Nature documentaries and Springwatch have made many problematic words more well-known, but with so much of the science and policy work in conservation using technical language it can make it harder than it should be for people to get involved in conversations. Nature and wildlife are so widely engaged with and loved, the words we use to talk about them should allow everyone to take part.
As the International Day for Biological Diversity (IDB) is coming up this week we thought we’d take a look at what biodiversity is and why it matters.
If you have any other tricky words you’d like us to cover in later blogs, let us know through Facebook and Twitter and we will try to tackle them too.
What is biodiversity?
The term biodiversity was coined in 1985 presumably by folk who were fed up of stumbling over saying biological diversity too many times. Try it. See not so easy.
Biodiversity is a contraction for biological diversity. It is often used interchangeably with environment and nature, but actually describes the entire variety of life on earth and how it interacts. It includes everything from genes to species to communities of organisms that live in the same place and even their interactions with their physical environment. It includes variation within a species, between species and between different areas in the world.
This is a lot, but it is important to understand the different scales at which variety exists and that we humans are as much a part of biodiversity as every other species and not separate from it. I believe this is critical to the way we think about our role in the world.
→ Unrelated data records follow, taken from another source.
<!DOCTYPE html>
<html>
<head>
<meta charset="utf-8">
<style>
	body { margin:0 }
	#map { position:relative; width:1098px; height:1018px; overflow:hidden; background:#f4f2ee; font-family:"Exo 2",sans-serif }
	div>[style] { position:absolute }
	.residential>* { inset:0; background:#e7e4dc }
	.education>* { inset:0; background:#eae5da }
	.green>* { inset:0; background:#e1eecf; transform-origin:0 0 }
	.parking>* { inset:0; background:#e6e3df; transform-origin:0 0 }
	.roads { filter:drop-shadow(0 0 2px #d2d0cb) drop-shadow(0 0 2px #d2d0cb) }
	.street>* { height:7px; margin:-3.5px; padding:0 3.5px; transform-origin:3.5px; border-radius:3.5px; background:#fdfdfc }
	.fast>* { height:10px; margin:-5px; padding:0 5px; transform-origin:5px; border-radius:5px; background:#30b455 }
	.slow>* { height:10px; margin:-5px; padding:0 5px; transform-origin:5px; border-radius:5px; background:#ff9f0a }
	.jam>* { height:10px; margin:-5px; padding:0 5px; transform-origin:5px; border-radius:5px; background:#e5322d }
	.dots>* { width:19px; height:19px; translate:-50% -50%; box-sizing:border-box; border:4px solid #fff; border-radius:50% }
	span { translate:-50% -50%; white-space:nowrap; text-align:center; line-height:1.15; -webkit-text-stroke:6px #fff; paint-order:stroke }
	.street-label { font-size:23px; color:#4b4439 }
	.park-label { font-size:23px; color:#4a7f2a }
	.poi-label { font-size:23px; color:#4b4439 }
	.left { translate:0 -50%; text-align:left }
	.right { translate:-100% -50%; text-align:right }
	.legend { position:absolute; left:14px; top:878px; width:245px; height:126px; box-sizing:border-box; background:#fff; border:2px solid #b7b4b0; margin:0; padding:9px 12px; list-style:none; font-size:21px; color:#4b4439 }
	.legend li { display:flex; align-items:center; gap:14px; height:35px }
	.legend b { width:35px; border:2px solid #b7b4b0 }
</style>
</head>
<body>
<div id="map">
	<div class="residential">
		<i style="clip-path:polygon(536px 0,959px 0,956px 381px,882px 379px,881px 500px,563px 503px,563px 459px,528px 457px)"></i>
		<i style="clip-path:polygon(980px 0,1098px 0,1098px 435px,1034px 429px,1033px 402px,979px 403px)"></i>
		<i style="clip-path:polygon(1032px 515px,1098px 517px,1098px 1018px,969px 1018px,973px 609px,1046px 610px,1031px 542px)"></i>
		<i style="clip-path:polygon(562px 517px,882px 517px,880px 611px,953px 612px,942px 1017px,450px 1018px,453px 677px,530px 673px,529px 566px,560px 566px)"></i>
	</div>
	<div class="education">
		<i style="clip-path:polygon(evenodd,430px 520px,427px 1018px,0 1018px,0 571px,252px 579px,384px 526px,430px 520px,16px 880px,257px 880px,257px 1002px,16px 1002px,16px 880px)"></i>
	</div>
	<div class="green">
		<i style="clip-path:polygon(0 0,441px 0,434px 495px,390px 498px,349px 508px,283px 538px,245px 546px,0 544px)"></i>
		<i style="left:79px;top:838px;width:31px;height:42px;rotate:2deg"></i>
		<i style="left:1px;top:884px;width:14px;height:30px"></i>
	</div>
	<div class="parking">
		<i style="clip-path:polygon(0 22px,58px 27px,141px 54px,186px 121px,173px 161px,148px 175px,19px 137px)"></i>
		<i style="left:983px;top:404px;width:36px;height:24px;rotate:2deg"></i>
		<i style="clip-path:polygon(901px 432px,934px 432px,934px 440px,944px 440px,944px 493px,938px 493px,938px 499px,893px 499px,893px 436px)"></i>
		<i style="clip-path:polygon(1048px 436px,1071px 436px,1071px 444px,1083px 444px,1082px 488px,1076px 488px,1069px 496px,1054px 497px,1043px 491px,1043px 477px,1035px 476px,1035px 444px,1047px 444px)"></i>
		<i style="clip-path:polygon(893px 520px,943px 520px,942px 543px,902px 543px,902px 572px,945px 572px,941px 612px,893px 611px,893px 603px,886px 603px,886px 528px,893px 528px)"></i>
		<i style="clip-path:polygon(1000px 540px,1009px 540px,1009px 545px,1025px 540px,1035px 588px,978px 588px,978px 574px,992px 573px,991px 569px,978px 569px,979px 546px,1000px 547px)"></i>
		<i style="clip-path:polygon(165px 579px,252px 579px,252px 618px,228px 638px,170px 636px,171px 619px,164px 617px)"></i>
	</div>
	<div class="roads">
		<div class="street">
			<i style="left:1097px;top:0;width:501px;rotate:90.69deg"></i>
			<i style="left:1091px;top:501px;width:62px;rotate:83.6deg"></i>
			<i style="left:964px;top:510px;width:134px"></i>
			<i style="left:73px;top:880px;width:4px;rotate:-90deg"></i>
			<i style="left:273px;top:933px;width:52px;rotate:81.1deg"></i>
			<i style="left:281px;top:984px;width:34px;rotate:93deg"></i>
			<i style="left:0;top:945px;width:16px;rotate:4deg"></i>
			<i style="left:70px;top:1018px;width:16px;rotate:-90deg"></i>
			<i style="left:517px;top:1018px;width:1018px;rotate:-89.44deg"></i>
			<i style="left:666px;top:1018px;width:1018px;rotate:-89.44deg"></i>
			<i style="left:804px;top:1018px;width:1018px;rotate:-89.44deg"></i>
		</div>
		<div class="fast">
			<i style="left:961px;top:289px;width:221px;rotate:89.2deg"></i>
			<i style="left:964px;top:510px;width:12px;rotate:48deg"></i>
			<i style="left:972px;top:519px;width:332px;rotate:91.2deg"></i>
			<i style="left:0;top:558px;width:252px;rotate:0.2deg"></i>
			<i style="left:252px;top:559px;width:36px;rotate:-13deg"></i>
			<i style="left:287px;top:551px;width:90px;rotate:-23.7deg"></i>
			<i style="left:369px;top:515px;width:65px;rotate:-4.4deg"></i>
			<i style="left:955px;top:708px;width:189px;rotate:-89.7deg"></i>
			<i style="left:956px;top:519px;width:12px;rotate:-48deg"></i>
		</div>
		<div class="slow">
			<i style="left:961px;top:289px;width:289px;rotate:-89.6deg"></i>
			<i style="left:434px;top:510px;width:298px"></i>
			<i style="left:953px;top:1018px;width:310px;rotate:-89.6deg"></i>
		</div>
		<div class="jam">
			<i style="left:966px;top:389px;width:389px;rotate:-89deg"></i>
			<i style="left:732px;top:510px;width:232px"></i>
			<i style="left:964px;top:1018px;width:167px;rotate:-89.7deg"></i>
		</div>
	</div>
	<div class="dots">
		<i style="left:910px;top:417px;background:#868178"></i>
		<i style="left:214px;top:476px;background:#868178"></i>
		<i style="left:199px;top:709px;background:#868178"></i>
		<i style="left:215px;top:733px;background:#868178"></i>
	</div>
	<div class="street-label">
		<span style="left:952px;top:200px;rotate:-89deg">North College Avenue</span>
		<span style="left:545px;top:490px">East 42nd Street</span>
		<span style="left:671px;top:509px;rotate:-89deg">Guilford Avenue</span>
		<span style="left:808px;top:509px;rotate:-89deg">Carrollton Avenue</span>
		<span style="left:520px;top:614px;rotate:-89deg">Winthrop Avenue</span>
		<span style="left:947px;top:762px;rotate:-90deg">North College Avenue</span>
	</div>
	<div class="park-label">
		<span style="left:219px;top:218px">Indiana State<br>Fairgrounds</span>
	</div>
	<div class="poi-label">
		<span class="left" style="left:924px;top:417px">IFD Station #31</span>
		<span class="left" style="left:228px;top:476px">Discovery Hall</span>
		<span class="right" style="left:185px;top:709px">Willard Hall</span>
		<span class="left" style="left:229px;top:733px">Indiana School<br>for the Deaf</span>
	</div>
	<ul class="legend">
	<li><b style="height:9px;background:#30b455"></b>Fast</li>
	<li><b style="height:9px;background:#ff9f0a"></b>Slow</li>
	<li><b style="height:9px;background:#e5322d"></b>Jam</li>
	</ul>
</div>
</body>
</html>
So why does biodiversity matter?
The biological diversity on earth provides us with the food we eat, the water we drink, the oxygen we breathe, medicines and materials. It protects us from flooding and supports climate stability.
It’s easy to understand that peat bogs and rainforests store carbon helping to tackle the climate crisis but look deeper and there is a wealth of other species that are required for this to happen. Bats, birds and bees pollinate rainforest trees allowing them to grow fertile fruits and seeds while monkeys, rodents and other wildlife help spread those seeds so that closely-related seeds don’t grow close together ensuring higher genetic diversity within neighbouring trees is maintained and they remain healthy.
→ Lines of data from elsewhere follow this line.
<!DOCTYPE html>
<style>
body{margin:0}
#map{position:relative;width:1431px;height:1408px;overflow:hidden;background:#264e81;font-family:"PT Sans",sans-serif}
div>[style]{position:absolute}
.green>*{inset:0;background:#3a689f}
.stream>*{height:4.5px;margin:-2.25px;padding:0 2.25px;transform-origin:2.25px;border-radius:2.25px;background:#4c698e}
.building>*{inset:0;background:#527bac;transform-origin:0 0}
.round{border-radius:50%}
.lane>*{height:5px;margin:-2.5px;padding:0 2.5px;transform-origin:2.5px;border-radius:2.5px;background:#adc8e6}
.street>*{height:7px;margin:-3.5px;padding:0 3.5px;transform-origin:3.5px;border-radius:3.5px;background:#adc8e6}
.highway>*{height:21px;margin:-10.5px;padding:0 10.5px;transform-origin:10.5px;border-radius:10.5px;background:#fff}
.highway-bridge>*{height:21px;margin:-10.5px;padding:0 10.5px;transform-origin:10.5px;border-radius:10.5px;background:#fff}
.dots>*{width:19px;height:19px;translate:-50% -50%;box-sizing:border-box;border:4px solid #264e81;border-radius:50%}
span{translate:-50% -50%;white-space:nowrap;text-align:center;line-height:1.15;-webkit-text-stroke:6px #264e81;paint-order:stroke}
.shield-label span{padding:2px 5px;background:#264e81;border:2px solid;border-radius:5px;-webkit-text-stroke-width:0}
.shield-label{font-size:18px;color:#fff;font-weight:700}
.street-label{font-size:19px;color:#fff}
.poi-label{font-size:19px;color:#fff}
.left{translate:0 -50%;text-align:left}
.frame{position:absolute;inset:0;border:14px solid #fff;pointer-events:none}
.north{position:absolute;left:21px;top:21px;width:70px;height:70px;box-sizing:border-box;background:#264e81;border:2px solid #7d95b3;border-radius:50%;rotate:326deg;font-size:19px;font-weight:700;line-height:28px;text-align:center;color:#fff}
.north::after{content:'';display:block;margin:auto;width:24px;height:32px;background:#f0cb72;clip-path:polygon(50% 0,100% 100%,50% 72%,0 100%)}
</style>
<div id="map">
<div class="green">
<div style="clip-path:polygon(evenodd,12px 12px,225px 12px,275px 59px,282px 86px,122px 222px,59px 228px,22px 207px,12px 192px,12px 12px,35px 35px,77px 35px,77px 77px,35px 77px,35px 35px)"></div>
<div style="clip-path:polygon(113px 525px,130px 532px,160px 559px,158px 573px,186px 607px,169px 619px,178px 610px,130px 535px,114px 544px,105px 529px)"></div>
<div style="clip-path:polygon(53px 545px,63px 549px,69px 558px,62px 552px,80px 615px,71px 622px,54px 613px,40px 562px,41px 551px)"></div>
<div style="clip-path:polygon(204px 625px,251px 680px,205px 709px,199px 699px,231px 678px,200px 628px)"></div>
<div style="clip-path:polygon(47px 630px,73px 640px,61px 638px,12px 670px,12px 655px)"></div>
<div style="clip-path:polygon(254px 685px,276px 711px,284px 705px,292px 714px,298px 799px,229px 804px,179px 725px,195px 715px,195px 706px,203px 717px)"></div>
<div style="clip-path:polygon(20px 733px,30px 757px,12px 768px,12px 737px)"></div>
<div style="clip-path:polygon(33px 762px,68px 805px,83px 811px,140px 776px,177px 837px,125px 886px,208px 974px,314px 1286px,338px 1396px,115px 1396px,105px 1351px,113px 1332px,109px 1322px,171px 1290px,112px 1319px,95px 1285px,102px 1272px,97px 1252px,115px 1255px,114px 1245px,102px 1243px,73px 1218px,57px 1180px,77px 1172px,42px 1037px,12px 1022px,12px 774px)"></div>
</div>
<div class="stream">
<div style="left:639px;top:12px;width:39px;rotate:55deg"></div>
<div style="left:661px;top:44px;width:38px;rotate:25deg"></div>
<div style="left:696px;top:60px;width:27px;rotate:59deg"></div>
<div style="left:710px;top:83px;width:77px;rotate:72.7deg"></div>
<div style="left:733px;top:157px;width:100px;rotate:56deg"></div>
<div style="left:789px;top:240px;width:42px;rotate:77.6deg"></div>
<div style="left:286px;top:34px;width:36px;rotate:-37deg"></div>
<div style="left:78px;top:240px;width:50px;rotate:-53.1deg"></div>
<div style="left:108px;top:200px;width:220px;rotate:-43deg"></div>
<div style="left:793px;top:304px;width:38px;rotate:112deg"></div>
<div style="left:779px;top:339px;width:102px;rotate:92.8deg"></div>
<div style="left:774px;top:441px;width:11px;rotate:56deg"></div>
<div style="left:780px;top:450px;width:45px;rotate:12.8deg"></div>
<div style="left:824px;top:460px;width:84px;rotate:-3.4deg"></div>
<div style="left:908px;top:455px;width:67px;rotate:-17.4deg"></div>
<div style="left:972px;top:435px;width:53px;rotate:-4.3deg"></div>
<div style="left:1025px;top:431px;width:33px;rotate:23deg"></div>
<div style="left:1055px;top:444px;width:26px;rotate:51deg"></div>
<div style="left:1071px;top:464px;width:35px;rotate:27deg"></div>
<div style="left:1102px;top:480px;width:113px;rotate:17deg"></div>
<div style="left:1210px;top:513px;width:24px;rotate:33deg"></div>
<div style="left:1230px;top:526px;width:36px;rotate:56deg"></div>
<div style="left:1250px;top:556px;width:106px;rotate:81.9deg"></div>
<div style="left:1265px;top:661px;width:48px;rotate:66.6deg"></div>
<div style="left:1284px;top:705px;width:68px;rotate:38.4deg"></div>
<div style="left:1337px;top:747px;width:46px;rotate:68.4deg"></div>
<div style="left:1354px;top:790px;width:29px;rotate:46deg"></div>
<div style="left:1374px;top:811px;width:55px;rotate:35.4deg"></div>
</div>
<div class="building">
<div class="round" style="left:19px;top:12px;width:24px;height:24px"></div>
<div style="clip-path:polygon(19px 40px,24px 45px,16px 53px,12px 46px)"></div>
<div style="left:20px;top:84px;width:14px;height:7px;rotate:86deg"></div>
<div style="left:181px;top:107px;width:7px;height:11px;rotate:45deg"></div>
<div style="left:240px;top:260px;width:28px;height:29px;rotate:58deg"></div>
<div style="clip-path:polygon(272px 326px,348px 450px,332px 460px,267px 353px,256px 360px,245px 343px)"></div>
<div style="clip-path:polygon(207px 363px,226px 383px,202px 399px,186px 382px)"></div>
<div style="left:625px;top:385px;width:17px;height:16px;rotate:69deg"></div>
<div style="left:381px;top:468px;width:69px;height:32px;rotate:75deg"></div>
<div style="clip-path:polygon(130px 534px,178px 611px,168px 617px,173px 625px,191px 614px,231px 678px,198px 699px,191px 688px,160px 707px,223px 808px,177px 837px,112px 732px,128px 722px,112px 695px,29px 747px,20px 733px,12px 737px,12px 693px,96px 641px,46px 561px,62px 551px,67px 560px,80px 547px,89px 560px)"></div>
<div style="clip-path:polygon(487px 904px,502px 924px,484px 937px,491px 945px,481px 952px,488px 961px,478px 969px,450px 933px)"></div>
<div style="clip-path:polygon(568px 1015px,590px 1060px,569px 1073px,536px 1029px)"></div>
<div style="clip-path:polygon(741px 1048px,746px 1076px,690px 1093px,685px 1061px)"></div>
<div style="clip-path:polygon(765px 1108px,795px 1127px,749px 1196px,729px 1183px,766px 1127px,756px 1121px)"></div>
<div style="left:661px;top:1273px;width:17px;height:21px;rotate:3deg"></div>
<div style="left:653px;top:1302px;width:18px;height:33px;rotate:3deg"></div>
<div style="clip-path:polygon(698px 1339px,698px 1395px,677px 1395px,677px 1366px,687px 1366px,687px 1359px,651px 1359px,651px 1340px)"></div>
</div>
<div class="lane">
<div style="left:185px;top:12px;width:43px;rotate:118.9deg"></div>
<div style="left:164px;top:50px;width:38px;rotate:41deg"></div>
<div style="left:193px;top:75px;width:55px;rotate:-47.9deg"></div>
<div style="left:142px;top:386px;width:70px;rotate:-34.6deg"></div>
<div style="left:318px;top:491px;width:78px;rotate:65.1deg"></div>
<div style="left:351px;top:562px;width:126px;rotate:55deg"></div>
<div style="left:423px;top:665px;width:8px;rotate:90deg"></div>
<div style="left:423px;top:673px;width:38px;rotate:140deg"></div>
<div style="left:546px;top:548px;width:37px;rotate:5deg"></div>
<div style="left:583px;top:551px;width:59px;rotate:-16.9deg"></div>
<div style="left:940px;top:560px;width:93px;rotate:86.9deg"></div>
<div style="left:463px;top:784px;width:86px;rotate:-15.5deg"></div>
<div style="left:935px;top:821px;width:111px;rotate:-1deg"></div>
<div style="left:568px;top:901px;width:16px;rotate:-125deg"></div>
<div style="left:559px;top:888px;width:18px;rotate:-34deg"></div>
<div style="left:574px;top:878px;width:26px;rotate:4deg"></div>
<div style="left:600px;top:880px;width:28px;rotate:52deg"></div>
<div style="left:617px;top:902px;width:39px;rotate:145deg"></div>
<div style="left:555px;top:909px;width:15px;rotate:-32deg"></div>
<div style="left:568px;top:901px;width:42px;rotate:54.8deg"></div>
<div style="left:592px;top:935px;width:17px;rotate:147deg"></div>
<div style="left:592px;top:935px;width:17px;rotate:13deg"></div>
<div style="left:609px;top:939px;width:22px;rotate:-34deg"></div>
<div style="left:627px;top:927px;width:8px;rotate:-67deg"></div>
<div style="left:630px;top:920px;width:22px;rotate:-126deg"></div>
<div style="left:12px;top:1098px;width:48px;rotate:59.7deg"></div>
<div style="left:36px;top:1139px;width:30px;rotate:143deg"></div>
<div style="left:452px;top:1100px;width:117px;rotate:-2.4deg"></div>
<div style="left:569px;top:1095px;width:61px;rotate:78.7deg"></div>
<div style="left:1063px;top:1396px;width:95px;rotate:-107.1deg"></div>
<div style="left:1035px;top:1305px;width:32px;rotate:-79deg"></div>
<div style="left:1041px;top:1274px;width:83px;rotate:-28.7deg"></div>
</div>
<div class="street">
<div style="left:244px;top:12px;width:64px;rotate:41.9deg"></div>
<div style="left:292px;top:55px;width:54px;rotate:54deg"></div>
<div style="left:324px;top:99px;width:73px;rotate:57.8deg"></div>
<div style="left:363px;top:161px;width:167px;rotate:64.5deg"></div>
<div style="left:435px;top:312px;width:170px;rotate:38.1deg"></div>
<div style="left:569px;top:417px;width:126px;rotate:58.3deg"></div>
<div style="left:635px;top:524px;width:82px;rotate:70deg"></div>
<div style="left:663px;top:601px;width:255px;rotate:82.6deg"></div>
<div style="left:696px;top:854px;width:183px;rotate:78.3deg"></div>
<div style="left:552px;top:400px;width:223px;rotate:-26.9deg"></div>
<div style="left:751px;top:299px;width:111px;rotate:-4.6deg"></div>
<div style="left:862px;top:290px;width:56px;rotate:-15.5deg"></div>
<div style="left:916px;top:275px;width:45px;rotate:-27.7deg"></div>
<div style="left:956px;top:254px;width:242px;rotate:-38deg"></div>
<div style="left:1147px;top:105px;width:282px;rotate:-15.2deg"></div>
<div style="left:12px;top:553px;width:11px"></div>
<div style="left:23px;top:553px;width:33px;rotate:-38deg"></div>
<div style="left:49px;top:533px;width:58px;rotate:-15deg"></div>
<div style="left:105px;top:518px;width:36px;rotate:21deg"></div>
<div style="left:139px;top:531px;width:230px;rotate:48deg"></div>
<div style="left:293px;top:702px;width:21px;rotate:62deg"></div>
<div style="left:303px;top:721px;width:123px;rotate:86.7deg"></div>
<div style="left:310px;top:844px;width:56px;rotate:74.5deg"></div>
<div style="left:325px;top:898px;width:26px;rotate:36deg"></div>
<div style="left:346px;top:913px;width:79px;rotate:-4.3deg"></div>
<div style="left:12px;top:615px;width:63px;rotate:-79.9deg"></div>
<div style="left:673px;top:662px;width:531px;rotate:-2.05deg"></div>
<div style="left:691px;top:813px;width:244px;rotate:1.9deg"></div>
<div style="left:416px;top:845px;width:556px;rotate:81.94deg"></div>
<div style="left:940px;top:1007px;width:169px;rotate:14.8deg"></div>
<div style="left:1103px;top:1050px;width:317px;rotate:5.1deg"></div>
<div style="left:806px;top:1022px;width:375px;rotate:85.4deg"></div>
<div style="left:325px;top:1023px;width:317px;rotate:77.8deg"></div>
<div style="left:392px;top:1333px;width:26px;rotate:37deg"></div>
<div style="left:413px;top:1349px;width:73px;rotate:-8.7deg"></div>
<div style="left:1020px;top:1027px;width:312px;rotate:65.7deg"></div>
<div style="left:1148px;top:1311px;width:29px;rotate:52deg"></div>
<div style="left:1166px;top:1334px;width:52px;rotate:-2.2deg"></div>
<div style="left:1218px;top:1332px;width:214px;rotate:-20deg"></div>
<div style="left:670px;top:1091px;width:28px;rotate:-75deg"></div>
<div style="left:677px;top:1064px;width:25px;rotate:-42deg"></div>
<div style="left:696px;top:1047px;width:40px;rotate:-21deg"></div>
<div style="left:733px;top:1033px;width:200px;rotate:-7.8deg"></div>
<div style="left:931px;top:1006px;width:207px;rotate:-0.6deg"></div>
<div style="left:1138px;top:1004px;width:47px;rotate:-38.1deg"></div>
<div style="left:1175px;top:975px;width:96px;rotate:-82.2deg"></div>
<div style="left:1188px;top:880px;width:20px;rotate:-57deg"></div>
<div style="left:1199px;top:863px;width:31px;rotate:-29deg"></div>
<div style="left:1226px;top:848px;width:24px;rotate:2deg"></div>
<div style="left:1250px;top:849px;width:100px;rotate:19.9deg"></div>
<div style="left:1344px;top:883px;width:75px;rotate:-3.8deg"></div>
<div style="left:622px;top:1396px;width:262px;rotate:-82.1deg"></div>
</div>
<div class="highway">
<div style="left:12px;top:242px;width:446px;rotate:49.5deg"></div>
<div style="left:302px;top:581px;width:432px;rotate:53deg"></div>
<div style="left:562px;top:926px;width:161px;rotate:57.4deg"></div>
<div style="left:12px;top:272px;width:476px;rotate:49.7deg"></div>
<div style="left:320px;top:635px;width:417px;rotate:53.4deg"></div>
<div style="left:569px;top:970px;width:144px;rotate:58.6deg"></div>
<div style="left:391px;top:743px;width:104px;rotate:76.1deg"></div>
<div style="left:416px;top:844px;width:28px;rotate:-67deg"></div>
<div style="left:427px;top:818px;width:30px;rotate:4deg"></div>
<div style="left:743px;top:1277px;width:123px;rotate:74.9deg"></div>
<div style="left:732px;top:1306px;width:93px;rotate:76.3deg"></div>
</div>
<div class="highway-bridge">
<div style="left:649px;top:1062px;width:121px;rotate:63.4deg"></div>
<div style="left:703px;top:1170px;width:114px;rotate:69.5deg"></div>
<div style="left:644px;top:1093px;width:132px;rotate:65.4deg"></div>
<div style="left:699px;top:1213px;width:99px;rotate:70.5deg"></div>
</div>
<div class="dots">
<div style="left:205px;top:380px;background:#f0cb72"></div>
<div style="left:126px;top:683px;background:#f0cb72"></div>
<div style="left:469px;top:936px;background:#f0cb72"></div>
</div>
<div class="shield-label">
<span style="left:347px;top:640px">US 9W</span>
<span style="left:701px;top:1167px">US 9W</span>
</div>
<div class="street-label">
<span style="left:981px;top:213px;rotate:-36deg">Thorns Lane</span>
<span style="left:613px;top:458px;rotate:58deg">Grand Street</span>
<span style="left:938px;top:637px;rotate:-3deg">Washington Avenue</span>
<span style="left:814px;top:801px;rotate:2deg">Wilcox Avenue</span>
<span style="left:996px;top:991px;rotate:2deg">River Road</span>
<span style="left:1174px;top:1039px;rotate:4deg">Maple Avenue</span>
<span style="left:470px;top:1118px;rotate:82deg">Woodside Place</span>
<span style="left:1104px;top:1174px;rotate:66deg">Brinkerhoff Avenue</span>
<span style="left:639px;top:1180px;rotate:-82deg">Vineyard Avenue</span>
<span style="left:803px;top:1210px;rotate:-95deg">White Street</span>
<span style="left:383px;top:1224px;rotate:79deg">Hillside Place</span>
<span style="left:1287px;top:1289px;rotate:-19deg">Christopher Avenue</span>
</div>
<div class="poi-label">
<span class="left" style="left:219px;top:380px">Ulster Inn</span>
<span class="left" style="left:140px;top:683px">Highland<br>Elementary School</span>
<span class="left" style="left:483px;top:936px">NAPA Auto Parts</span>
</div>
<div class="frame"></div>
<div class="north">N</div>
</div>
This is why maintaining the diversity is so important, as well as the joy it brings many of us from watching and learning about other life.
How much diversity is there and how is it doing?
Globally, there are currently approximately one and a half million species of animals, plants and fungi recorded, but there is likely to be vastly more yet undiscovered or unclassified. And if we include microscopic critters like bacteria, the numbers of distinct types of life is even greater. We are also just scratching the surface when it comes to better understanding genetic differences within species.
Worryingly much of this diversity might be disappearing before we even know it exists or have a chance to study it.
From the State of Nature Report 2019
In the UK there are 40 million birds fewer birds that there were 50 years ago, butterfly numbers have fallen by 17% and moths by 25% since the 1970s too and globally we risk a million species becoming extinct unless we rapidly transform the world’s economy, energy and food systems.
But there is hope, and there are changes we can make to the way we live which will help us create more sustainable food production systems, approaches to development, energy systems and tackle the climate and nature emergency.
The theme for this year’s International Day for Biological Diversity (IDB) is "Our solutions are in nature" which seems very fitting. We must remember that we are a part of the biological diversity on earth and that if we look after nature, nature will look after us.